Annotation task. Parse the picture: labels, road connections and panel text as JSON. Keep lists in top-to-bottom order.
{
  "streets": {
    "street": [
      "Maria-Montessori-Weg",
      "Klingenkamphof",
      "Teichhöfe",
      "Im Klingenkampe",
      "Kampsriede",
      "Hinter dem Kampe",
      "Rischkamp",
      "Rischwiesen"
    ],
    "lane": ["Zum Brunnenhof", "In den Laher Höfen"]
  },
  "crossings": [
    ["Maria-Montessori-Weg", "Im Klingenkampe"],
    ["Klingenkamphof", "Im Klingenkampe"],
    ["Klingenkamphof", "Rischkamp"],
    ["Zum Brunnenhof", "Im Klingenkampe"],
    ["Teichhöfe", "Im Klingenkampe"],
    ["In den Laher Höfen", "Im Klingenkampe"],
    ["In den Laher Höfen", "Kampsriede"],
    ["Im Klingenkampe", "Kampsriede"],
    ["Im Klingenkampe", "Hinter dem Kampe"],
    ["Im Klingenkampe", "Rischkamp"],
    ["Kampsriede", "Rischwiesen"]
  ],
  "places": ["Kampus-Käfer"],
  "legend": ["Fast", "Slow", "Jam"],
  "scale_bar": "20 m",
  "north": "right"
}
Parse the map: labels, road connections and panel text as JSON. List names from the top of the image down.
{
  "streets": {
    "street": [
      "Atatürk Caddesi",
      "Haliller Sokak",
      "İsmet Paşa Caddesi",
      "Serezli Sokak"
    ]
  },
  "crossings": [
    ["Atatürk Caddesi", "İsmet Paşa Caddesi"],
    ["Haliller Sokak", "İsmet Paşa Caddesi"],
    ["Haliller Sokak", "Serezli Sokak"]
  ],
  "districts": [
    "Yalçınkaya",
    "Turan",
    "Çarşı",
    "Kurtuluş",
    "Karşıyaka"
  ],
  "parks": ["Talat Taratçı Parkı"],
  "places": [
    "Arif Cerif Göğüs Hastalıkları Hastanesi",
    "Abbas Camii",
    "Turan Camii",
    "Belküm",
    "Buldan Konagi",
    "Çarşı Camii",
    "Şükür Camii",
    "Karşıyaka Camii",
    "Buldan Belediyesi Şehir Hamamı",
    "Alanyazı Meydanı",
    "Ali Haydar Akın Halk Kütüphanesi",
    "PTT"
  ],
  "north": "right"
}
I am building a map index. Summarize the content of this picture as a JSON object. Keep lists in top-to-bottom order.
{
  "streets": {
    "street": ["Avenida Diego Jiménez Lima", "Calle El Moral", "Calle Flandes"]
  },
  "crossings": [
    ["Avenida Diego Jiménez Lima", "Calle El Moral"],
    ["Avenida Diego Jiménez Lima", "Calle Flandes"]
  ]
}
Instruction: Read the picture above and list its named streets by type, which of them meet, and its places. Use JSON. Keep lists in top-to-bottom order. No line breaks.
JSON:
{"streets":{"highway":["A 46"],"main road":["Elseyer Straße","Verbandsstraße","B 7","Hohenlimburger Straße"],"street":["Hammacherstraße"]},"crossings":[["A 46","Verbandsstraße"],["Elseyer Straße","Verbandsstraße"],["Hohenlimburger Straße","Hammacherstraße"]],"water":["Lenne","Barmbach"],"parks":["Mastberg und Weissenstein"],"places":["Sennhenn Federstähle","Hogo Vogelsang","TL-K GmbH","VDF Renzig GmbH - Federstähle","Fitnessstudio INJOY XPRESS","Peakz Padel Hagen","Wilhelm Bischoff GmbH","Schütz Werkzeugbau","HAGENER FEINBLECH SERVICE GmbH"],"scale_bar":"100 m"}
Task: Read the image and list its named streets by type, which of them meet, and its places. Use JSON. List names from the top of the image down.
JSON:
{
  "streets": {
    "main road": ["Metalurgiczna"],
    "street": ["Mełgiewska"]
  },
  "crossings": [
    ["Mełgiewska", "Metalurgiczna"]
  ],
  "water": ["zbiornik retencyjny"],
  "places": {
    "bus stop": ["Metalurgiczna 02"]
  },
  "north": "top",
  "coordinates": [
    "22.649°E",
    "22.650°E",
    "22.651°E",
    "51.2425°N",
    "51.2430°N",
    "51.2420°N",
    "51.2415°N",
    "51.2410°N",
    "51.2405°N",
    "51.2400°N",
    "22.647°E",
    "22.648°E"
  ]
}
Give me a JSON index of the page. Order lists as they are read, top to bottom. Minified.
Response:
********************
#### [EXERCISE INSTRUCTIONS]
Return every line from the entries that holds the string "them".

#### [TASK RESULT]
Instruction: Read the picture above and list its named streets by type, which of them meet, and its places. Use JSON. Keep lists in top-to-bottom order. No line breaks.
Task: Read the image and list its named streets by type, which of them meet, and its places. Use JSON. List names from the top of the image down.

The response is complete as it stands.